====== DATA IN THIS EXERCISE ======

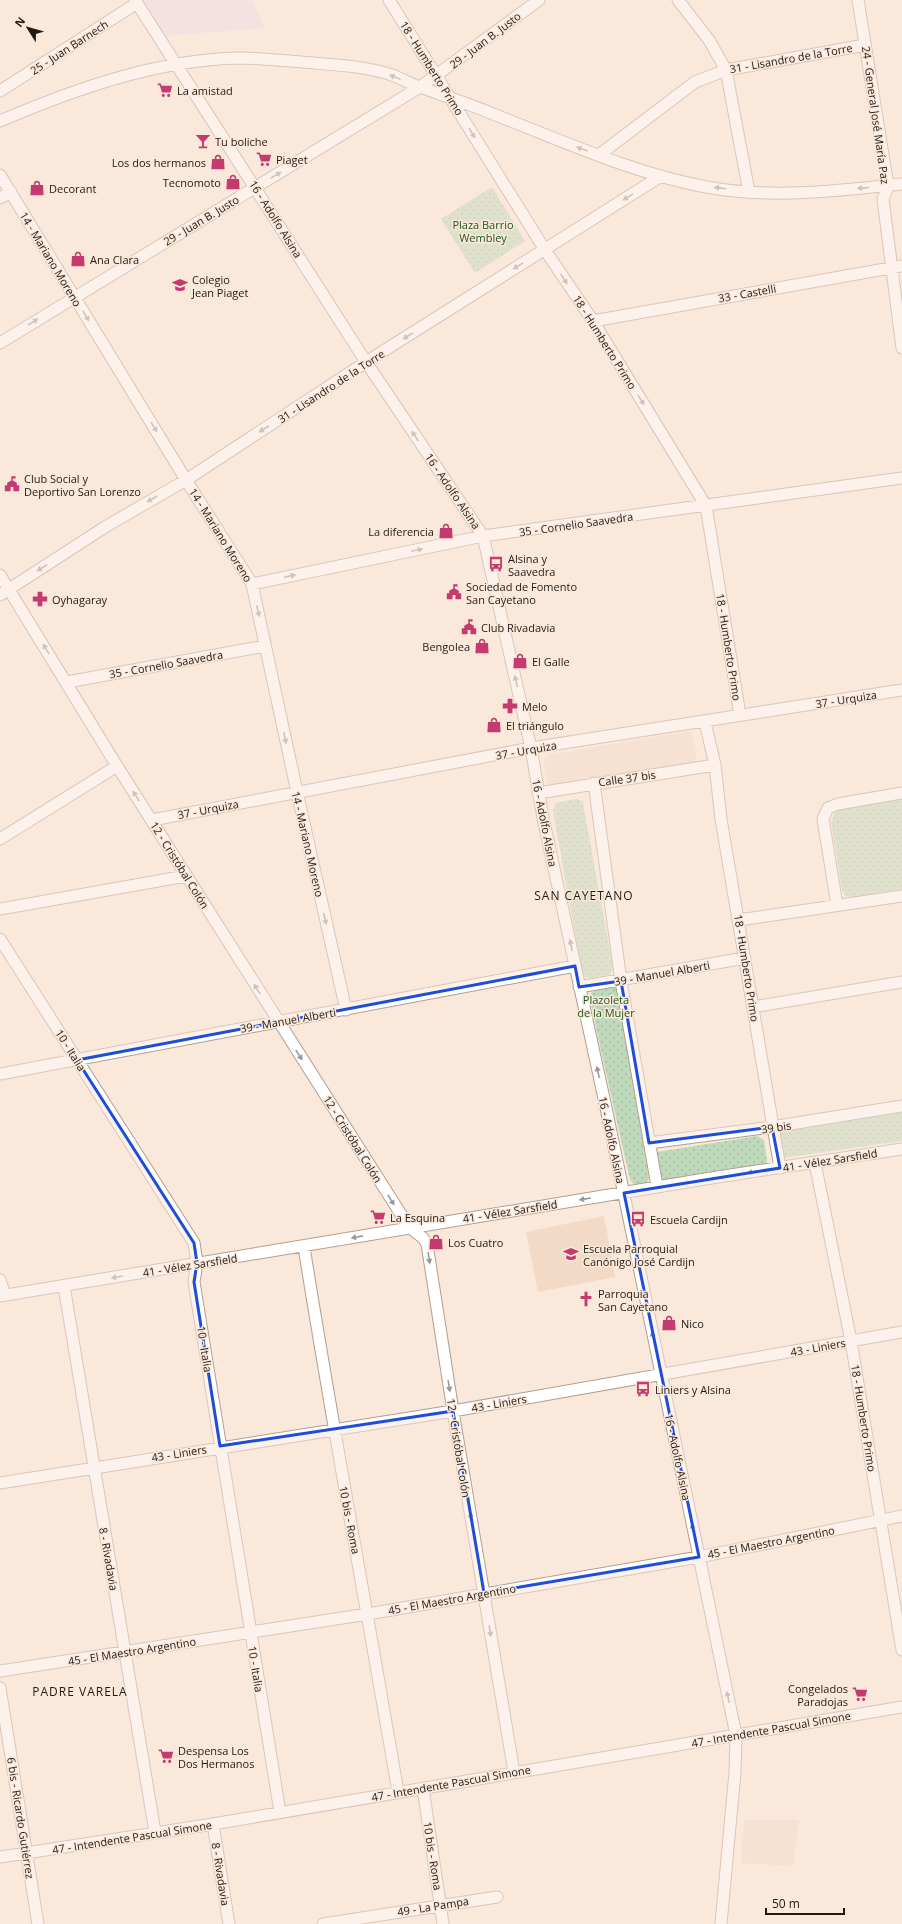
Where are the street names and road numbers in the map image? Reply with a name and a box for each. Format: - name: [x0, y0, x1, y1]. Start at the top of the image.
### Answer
- street label: 29 - Juan B. Justo: [446, 8, 524, 72]
- street label: 25 - Juan Barnech: [27, 16, 111, 78]
- street label: 18 - Humberto Primo: [397, 18, 467, 118]
- street label: 31 - Lisandro de la Torre: [728, 40, 854, 76]
- street label: 24 - General José María Paz: [859, 45, 893, 185]
- street label: 16 - Adolfo Alsina: [246, 177, 306, 261]
- street label: 29 - Juan B. Justo: [160, 191, 242, 248]
- street label: 14 - Mariano Moreno: [17, 209, 85, 309]
- street label: 33 - Castelli: [717, 281, 777, 305]
- street label: 18 - Humberto Primo: [570, 292, 640, 392]
- street label: 31 - Lisandro de la Torre: [275, 346, 387, 426]
- street label: 16 - Adolfo Alsina: [422, 450, 484, 532]
- street label: 14 - Mariano Moreno: [186, 485, 256, 585]
- street label: 35 - Cornelio Saavedra: [518, 509, 634, 539]
- street label: 18 - Humberto Primo: [713, 592, 745, 702]
- street label: 35 - Cornelio Saavedra: [108, 647, 224, 681]
- street label: 37 - Urquiza: [814, 687, 878, 711]
- street label: 37 - Urquiza: [494, 737, 558, 763]
- street label: Calle 37 bis: [597, 767, 657, 789]
- street label: 16 - Adolfo Alsina: [529, 778, 561, 868]
- street label: 14 - Mariano Moreno: [289, 790, 328, 899]
- street label: 37 - Urquiza: [176, 796, 240, 822]
- street label: 12 - Cristóbal Colón: [147, 819, 213, 911]
- street label: 18 - Humberto Primo: [731, 913, 763, 1023]
- street label: 39 - Manuel Alberti: [613, 957, 711, 989]
- street label: 39 - Manuel Alberti: [239, 1004, 337, 1036]
- street label: 10 - Italia: [52, 1026, 90, 1074]
- street label: 12 - Cristóbal Colón: [320, 1093, 386, 1185]
- street label: 16 - Adolfo Alsina: [595, 1095, 629, 1185]
- street label: 39 bis: [760, 1117, 792, 1137]
- street label: 41 - Vélez Sarsfield: [782, 1145, 878, 1175]
- street label: 41 - Vélez Sarsfield: [462, 1196, 558, 1226]
- street label: 41 - Vélez Sarsfield: [142, 1250, 238, 1280]
- street label: 10 - Italia: [194, 1325, 216, 1373]
- street label: 43 - Liniers: [789, 1335, 847, 1359]
- street label: 18 - Humberto Primo: [848, 1363, 880, 1473]
- street label: 43 - Liniers: [470, 1391, 528, 1415]
- street label: 12 - Cristóbal Colón: [444, 1397, 474, 1499]
- street label: 16 - Adolfo Alsina: [661, 1412, 695, 1502]
- street label: 43 - Liniers: [150, 1441, 208, 1465]
- street label: 10 bis - Roma: [336, 1485, 364, 1555]
- street label: 45 - El Maestro Argentino: [706, 1522, 836, 1562]
- street label: 8 - Rivadavia: [96, 1526, 122, 1592]
- street label: 45 - El Maestro Argentino: [387, 1580, 517, 1618]
- street label: 45 - El Maestro Argentino: [67, 1633, 197, 1669]
- street label: 10 - Italia: [245, 1645, 267, 1693]
- street label: 47 - Intendente Pascual Simone: [690, 1708, 852, 1750]
- street label: 6 bis - Ricardo Gutiérrez: [4, 1756, 38, 1880]
- street label: 47 - Intendente Pascual Simone: [370, 1762, 532, 1804]
- street label: 47 - Intendente Pascual Simone: [51, 1817, 213, 1857]
- street label: 10 bis - Roma: [420, 1821, 446, 1891]
- street label: 8 - Rivadavia: [209, 1841, 233, 1907]
- street label: 49 - La Pampa: [396, 1893, 470, 1919]

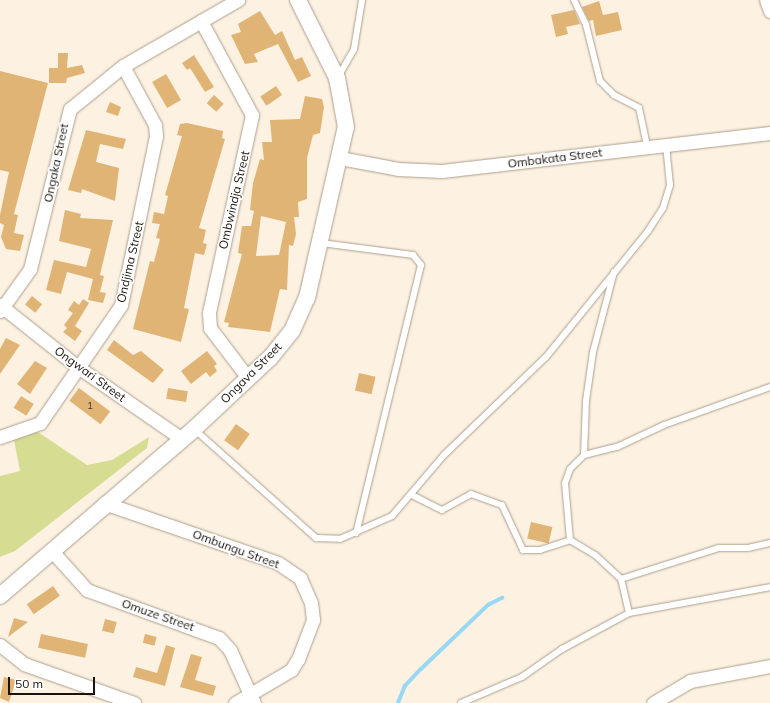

======

* [EXERCISE PROMPT] Read the entries and pick out all lines that include the word "Alberti".

* [RESPONSE TO THE EXERCISE]
- street label: 39 - Manuel Alberti: [613, 957, 711, 989]
- street label: 39 - Manuel Alberti: [239, 1004, 337, 1036]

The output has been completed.